→ WHAT YOU HAVE TO DO
Take each line from the entries that holds "ถนนเพชรเกษม" and copy it out.

→ DATA TO PROCESS
╭──

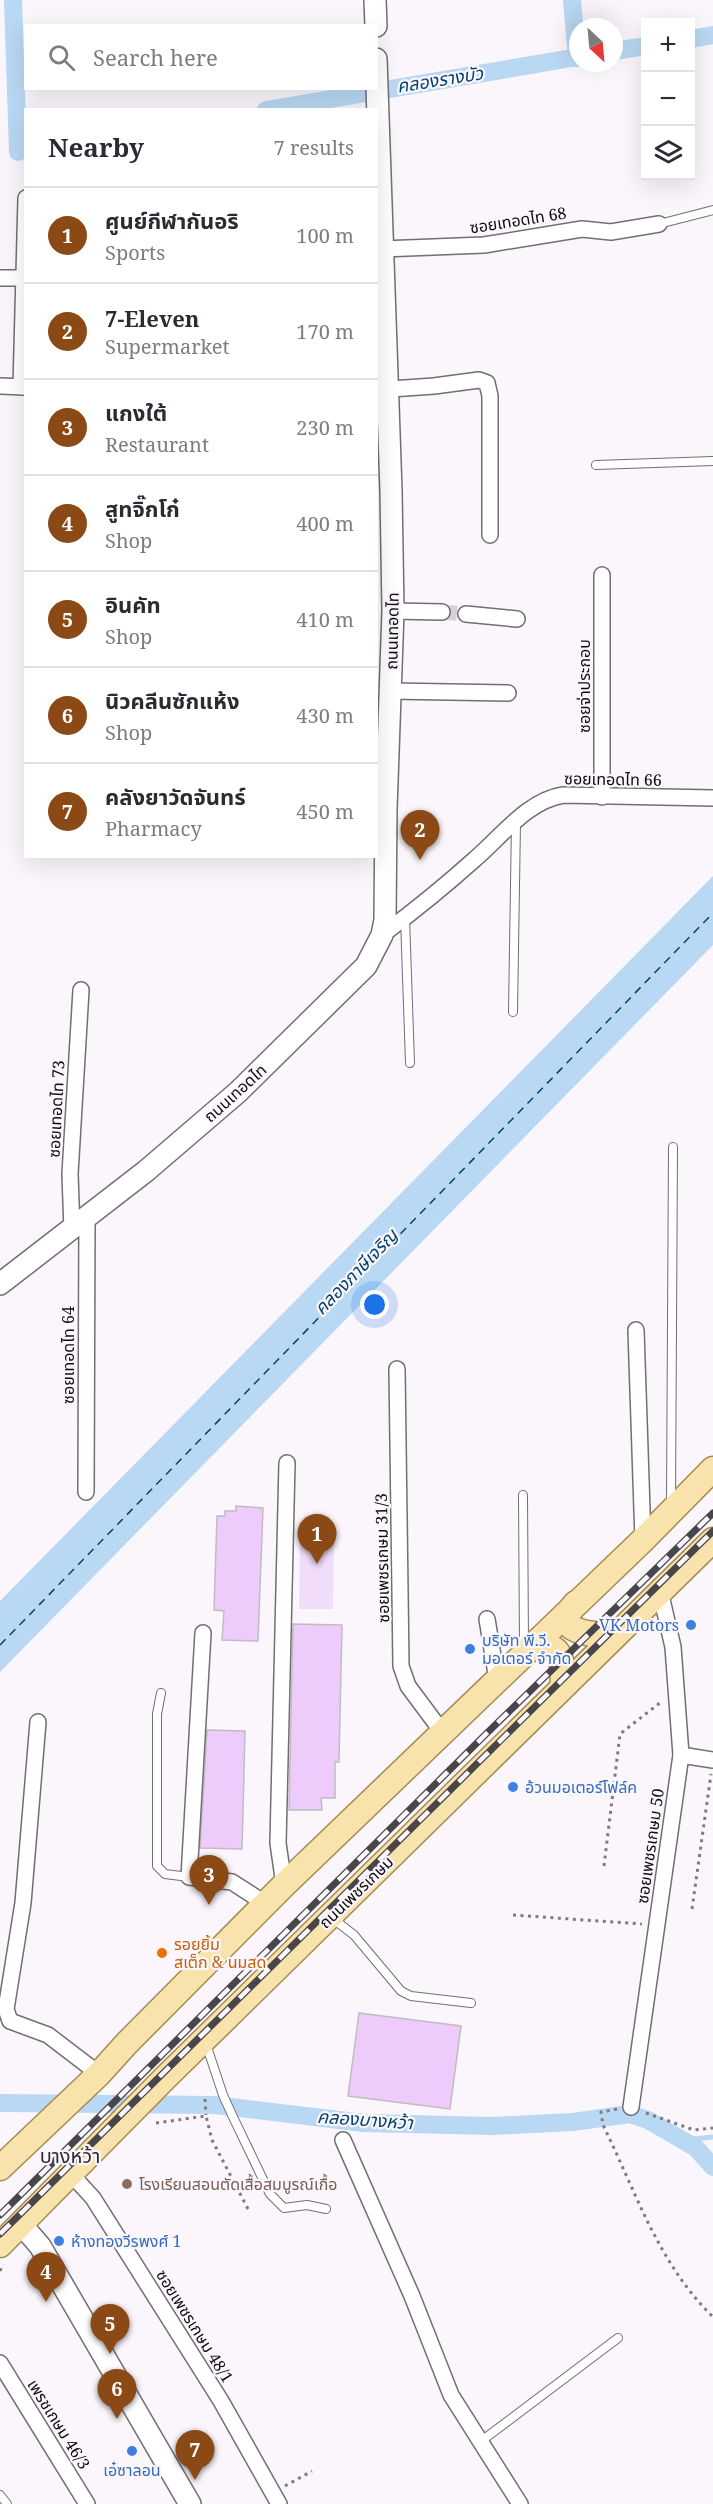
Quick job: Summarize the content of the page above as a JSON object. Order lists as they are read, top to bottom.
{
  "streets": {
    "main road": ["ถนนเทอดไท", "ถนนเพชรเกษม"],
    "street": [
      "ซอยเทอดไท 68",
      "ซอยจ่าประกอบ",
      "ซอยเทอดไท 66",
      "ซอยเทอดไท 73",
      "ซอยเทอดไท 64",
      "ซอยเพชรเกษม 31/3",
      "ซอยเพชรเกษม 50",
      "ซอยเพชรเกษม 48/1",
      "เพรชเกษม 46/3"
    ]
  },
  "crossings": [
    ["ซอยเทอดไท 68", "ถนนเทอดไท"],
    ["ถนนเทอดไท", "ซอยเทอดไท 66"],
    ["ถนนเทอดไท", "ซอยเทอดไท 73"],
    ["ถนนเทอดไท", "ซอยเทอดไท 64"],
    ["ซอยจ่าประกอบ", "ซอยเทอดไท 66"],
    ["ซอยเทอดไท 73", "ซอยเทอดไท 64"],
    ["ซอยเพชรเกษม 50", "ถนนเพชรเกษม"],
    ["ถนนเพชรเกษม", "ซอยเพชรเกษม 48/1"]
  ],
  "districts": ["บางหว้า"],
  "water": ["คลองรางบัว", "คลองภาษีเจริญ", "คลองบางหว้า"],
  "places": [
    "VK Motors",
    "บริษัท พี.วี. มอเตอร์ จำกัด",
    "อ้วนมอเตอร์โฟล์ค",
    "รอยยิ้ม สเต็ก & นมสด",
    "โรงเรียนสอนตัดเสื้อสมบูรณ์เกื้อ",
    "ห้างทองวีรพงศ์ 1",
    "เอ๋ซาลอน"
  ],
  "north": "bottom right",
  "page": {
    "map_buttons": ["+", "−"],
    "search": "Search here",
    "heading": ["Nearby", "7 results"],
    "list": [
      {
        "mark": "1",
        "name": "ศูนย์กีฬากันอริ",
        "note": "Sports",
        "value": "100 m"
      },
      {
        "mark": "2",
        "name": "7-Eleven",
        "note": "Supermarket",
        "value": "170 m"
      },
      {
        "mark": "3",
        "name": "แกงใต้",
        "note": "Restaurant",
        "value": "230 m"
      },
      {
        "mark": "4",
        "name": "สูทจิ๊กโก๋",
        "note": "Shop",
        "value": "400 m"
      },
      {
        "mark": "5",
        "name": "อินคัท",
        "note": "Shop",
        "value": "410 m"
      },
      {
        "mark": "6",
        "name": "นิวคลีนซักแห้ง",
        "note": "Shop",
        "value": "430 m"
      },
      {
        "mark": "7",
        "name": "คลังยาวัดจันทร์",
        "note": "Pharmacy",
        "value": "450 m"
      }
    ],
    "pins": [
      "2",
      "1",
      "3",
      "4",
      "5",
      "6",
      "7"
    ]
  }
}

╰──

→ SOLUTION TO THE EXERCISE
    "main road": ["ถนนเทอดไท", "ถนนเพชรเกษม"],
    ["ซอยเพชรเกษม 50", "ถนนเพชรเกษม"],
    ["ถนนเพชรเกษม", "ซอยเพชรเกษม 48/1"]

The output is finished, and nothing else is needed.